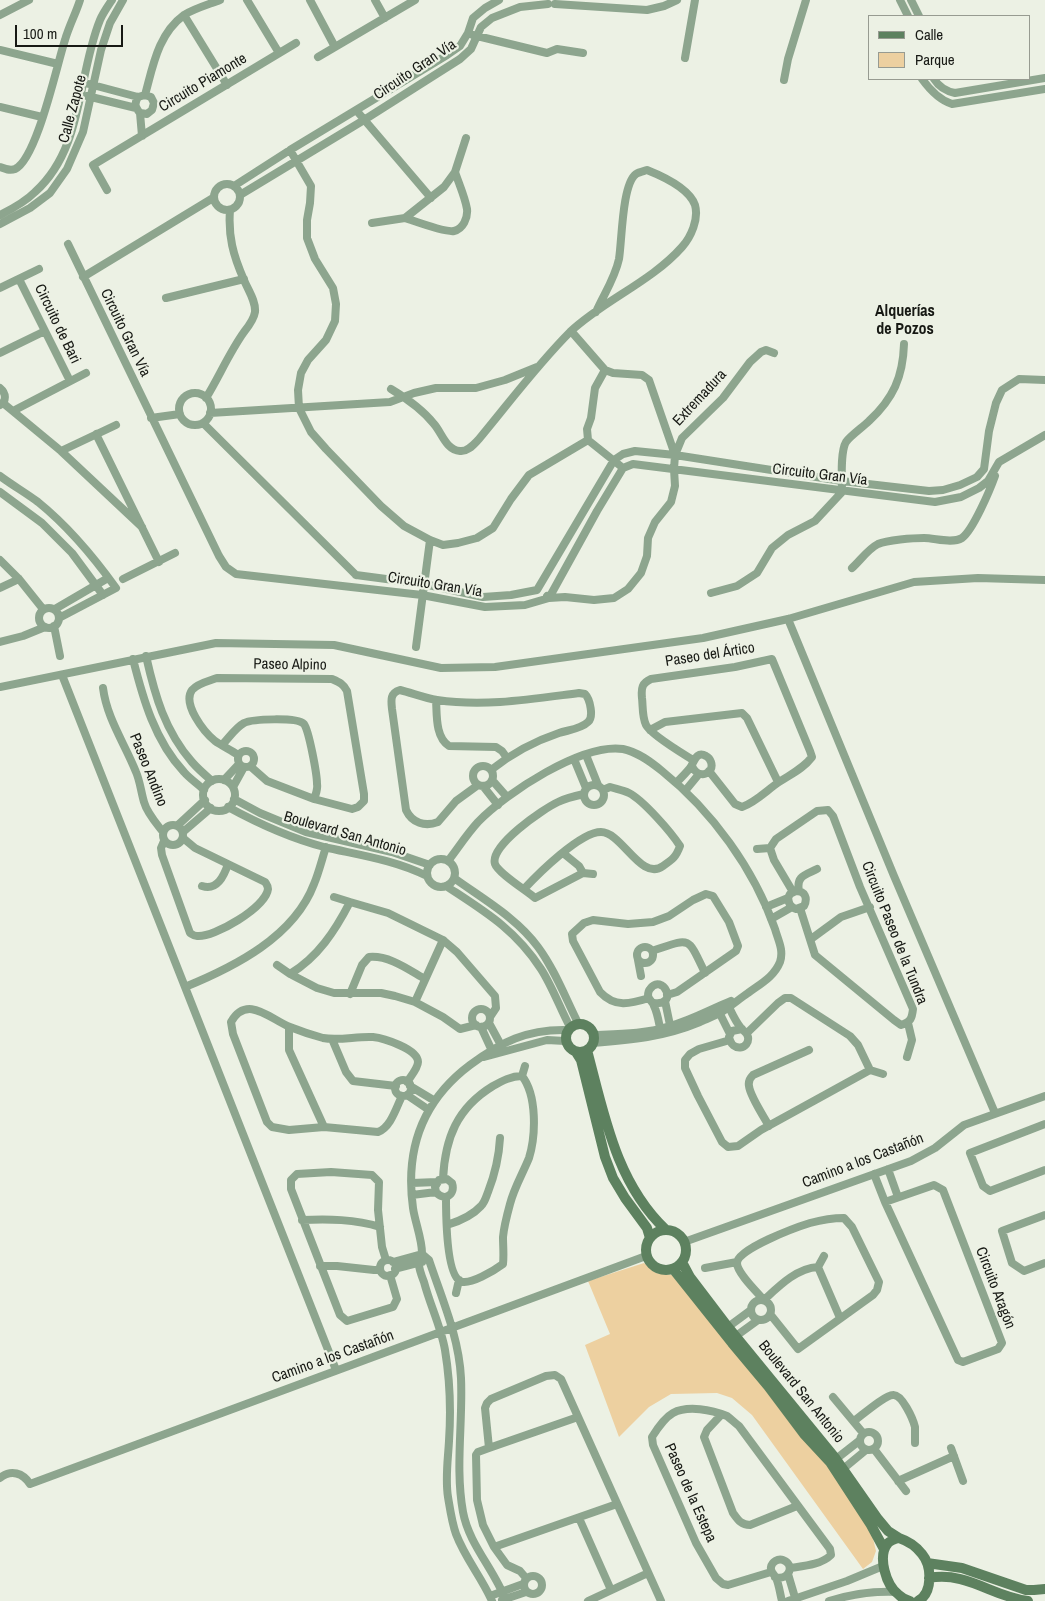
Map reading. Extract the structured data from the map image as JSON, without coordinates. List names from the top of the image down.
{
  "streets": {
    "street": [
      "Circuito Gran Vía",
      "Circuito Piamonte",
      "Calle Zapote",
      "Circuito de Bari",
      "Extremadura",
      "Paseo del Ártico",
      "Paseo Alpino",
      "Paseo Andino",
      "Boulevard San Antonio",
      "Circuito Paseo de la Tundra",
      "Camino a los Castañón",
      "Circuito Aragón",
      "Paseo de la Estepa"
    ]
  },
  "crossings": [
    ["Circuito Gran Vía", "Extremadura"],
    ["Circuito Piamonte", "Calle Zapote"],
    ["Paseo Andino", "Boulevard San Antonio"],
    ["Boulevard San Antonio", "Camino a los Castañón"],
    ["Camino a los Castañón", "Circuito Aragón"]
  ],
  "districts": ["Alquerías de Pozos"],
  "legend": ["Calle", "Parque"],
  "scale_bar": "100 m"
}
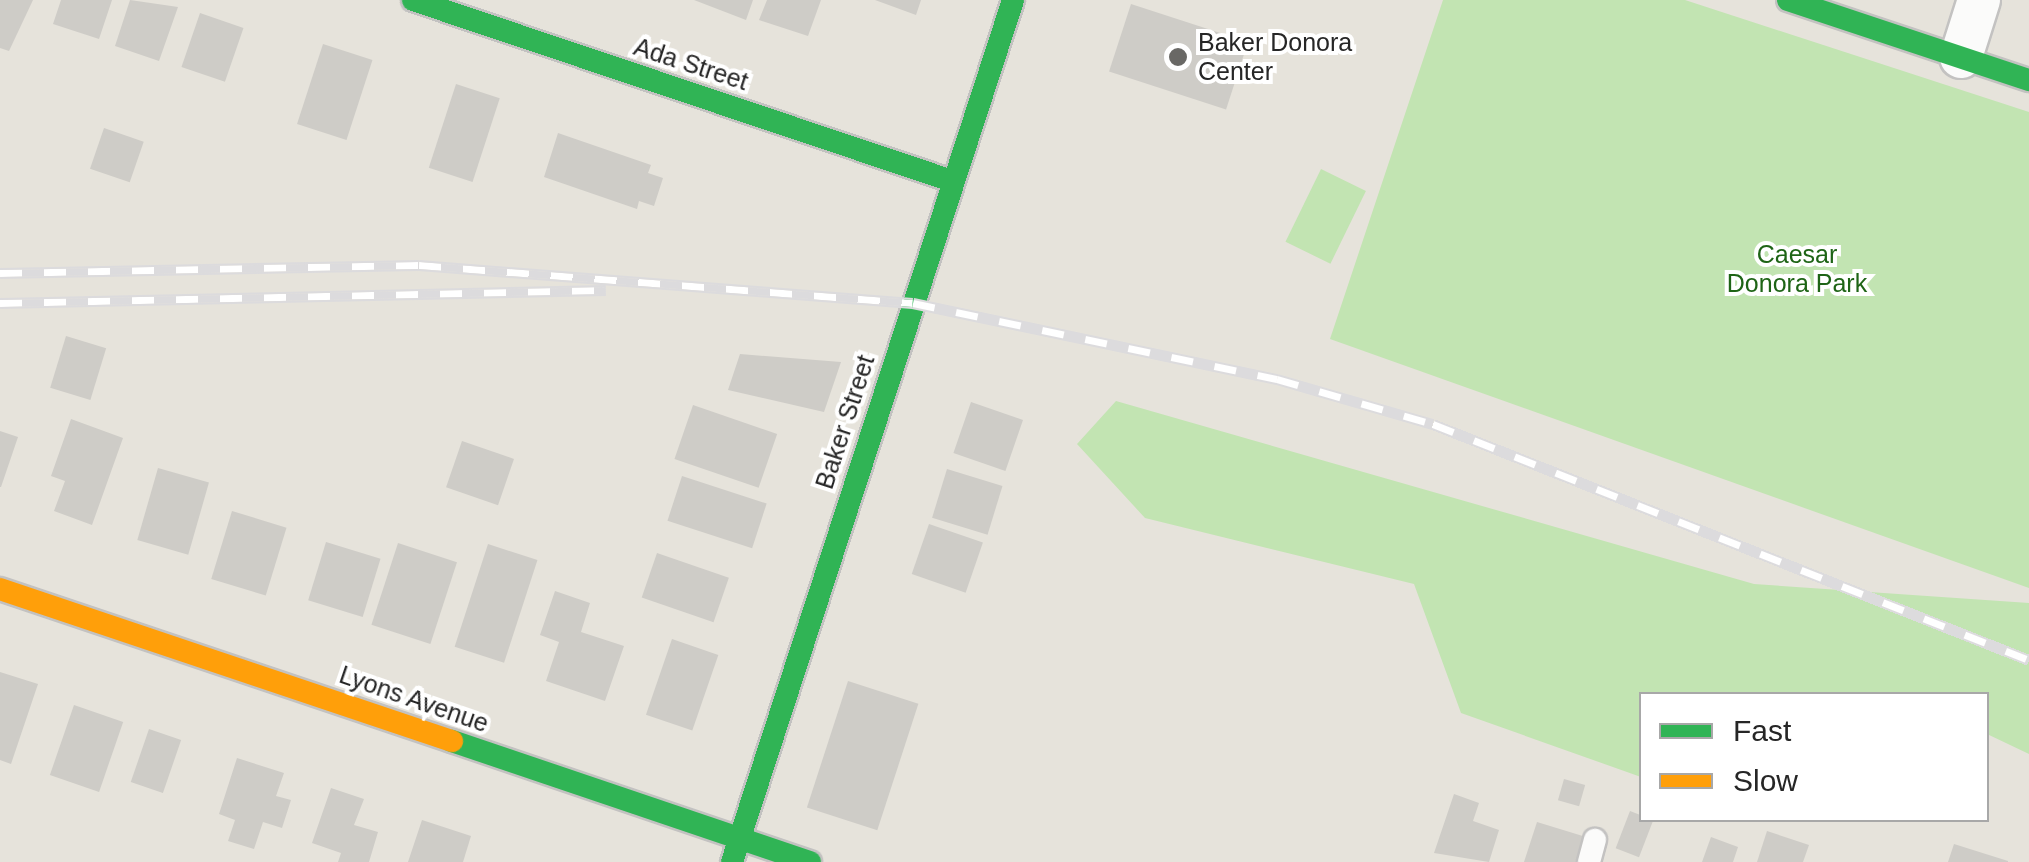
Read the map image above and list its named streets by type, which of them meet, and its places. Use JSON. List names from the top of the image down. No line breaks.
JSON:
{"streets":{"street":["Ada Street","Baker Street","Lyons Avenue"]},"crossings":[["Ada Street","Baker Street"],["Baker Street","Lyons Avenue"]],"parks":["Caesar Donora Park"],"places":["Baker Donora Center"],"legend":["Fast","Slow"]}
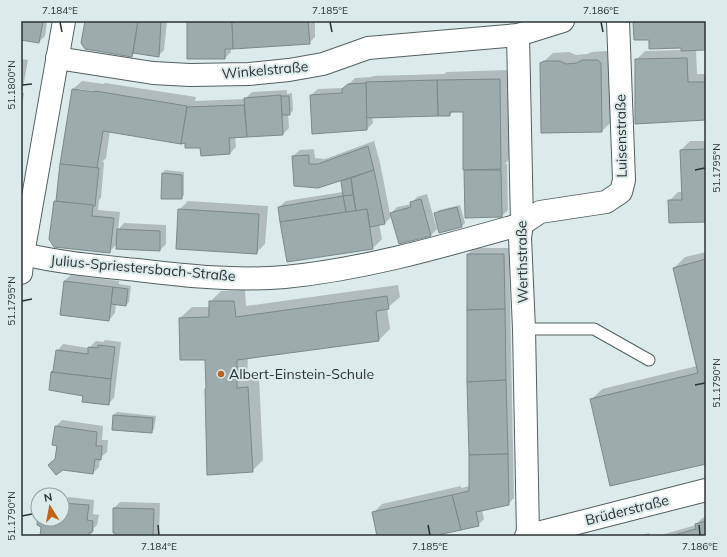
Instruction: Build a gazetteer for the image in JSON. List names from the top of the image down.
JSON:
{
  "streets": {
    "street": [
      "Winkelstraße",
      "Luisenstraße",
      "Werthstraße",
      "Julius-Spriestersbach-Straße",
      "Brüderstraße"
    ]
  },
  "crossings": [
    ["Winkelstraße", "Werthstraße"],
    ["Luisenstraße", "Werthstraße"],
    ["Luisenstraße", "Julius-Spriestersbach-Straße"],
    ["Werthstraße", "Julius-Spriestersbach-Straße"],
    ["Werthstraße", "Brüderstraße"]
  ],
  "places": ["Albert-Einstein-Schule"],
  "north": "top",
  "coordinates": [
    "7.184°E",
    "7.185°E",
    "7.186°E",
    "51.1800°N",
    "51.1795°N",
    "51.1790°N"
  ]
}
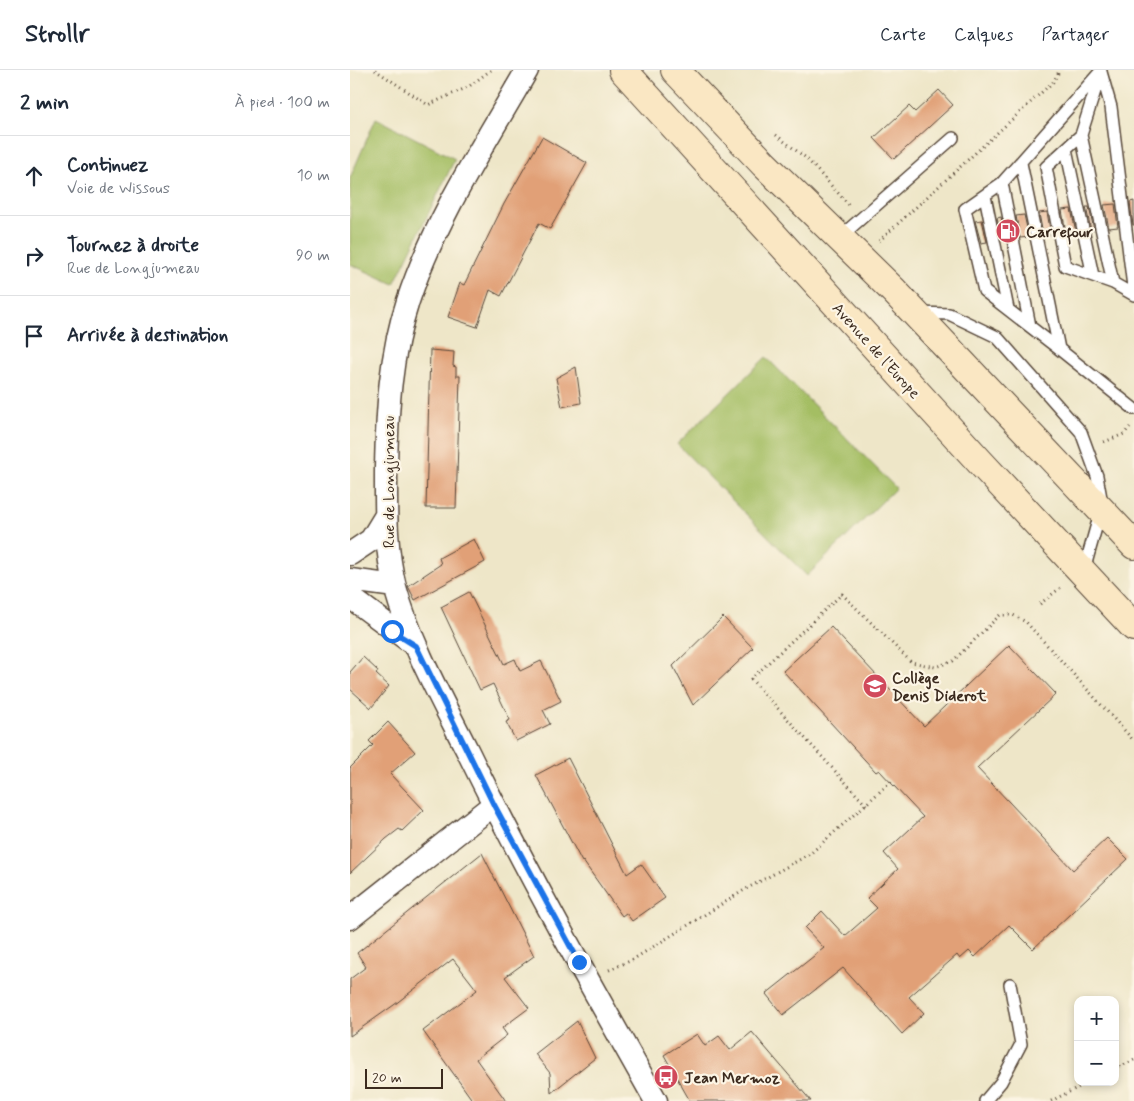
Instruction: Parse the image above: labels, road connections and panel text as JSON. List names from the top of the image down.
{
  "streets": {
    "main road": ["Avenue de l'Europe"],
    "street": ["Rue de Longjumeau"]
  },
  "places": {
    "fuel station": ["Carrefour"],
    "school or university": ["Collège Denis Diderot"],
    "bus stop": ["Jean Mermoz"]
  },
  "scale_bar": "20 m",
  "page": {
    "header": "Strollr",
    "nav": ["Carte", "Calques", "Partager"],
    "heading": ["2 min", "À pied · 100 m"],
    "list": [
      ["Continuez", "Voie de Wissous", "10 m"],
      ["Tournez à droite", "Rue de Longjumeau", "90 m"],
      "Arrivée à destination"
    ],
    "map_buttons": ["+", "−"],
    "scale": "20 m"
  }
}
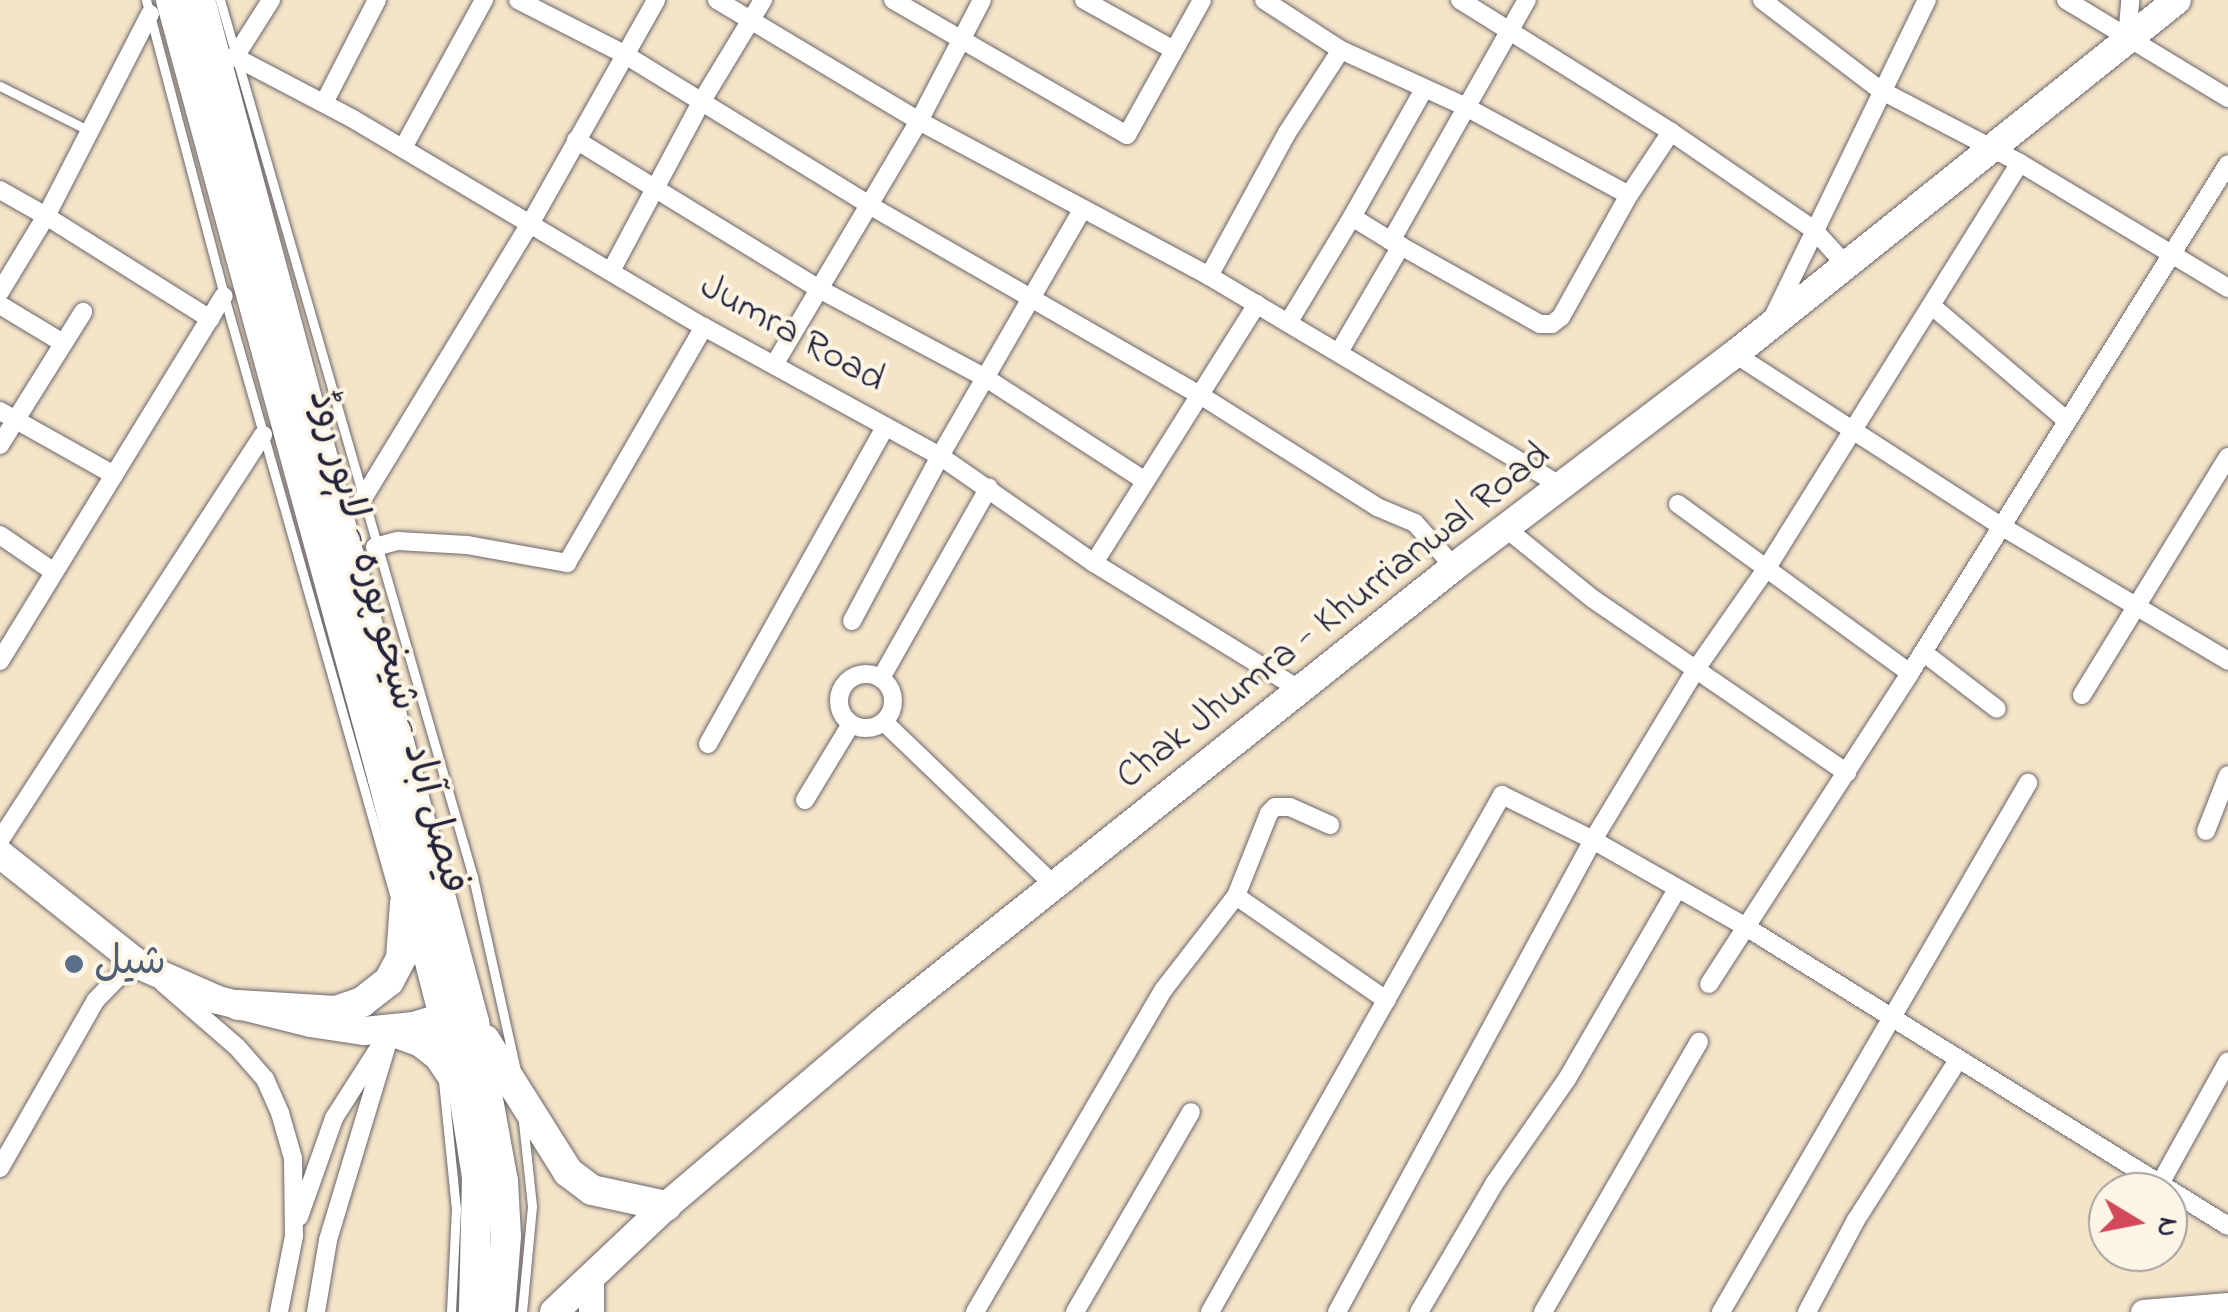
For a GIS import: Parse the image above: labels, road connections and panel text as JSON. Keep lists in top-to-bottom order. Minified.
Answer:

* _DIRECTIONS_
From the first line to the last, set down the data exactly, without the pictures.

* _SOLUTION_
Map reading. Extract the structured data from the map image as JSON, without coordinates. List names from the top of the image down.
{
  "streets": {
    "street": [
      "Circuito Gran Vía",
      "Circuito Piamonte",
      "Calle Zapote",
      "Circuito de Bari",
      "Extremadura",
      "Paseo del Ártico",
      "Paseo Alpino",
      "Paseo Andino",
      "Boulevard San Antonio",
      "Circuito Paseo de la Tundra",
      "Camino a los Castañón",
      "Circuito Aragón",
      "Paseo de la Estepa"
    ]
  },
  "crossings": [
    ["Circuito Gran Vía", "Extremadura"],
    ["Circuito Piamonte", "Calle Zapote"],
    ["Paseo Andino", "Boulevard San Antonio"],
    ["Boulevard San Antonio", "Camino a los Castañón"],
    ["Camino a los Castañón", "Circuito Aragón"]
  ],
  "districts": ["Alquerías de Pozos"],
  "legend": ["Calle", "Parque"],
  "scale_bar": "100 m"
}
Read the map image above and list its named streets by type, which of them meet, and its places. Use JSON. List names from the top of the image down. No line breaks.
JSON:
{"streets":{"street":["Ada Street","Baker Street","Lyons Avenue"]},"crossings":[["Ada Street","Baker Street"],["Baker Street","Lyons Avenue"]],"parks":["Caesar Donora Park"],"places":["Baker Donora Center"],"legend":["Fast","Slow"]}
Instruction: Build a gazetteer for the image in JSON. List names from the top of the image down.
JSON:
{
  "streets": {
    "street": [
      "Winkelstraße",
      "Luisenstraße",
      "Werthstraße",
      "Julius-Spriestersbach-Straße",
      "Brüderstraße"
    ]
  },
  "crossings": [
    ["Winkelstraße", "Werthstraße"],
    ["Luisenstraße", "Werthstraße"],
    ["Luisenstraße", "Julius-Spriestersbach-Straße"],
    ["Werthstraße", "Julius-Spriestersbach-Straße"],
    ["Werthstraße", "Brüderstraße"]
  ],
  "places": ["Albert-Einstein-Schule"],
  "north": "top",
  "coordinates": [
    "7.184°E",
    "7.185°E",
    "7.186°E",
    "51.1800°N",
    "51.1795°N",
    "51.1790°N"
  ]
}
Instruction: Parse the image above: labels, road connections and panel text as JSON. List names from the top of the image down.
{
  "streets": {
    "main road": ["Avenue de l'Europe"],
    "street": ["Rue de Longjumeau"]
  },
  "places": {
    "fuel station": ["Carrefour"],
    "school or university": ["Collège Denis Diderot"],
    "bus stop": ["Jean Mermoz"]
  },
  "scale_bar": "20 m",
  "page": {
    "header": "Strollr",
    "nav": ["Carte", "Calques", "Partager"],
    "heading": ["2 min", "À pied · 100 m"],
    "list": [
      ["Continuez", "Voie de Wissous", "10 m"],
      ["Tournez à droite", "Rue de Longjumeau", "90 m"],
      "Arrivée à destination"
    ],
    "map_buttons": ["+", "−"],
    "scale": "20 m"
  }
}
For a GIS import: Parse the image above: labels, road connections and panel text as JSON. Keep lists in top-to-bottom order. Minified.
Answer:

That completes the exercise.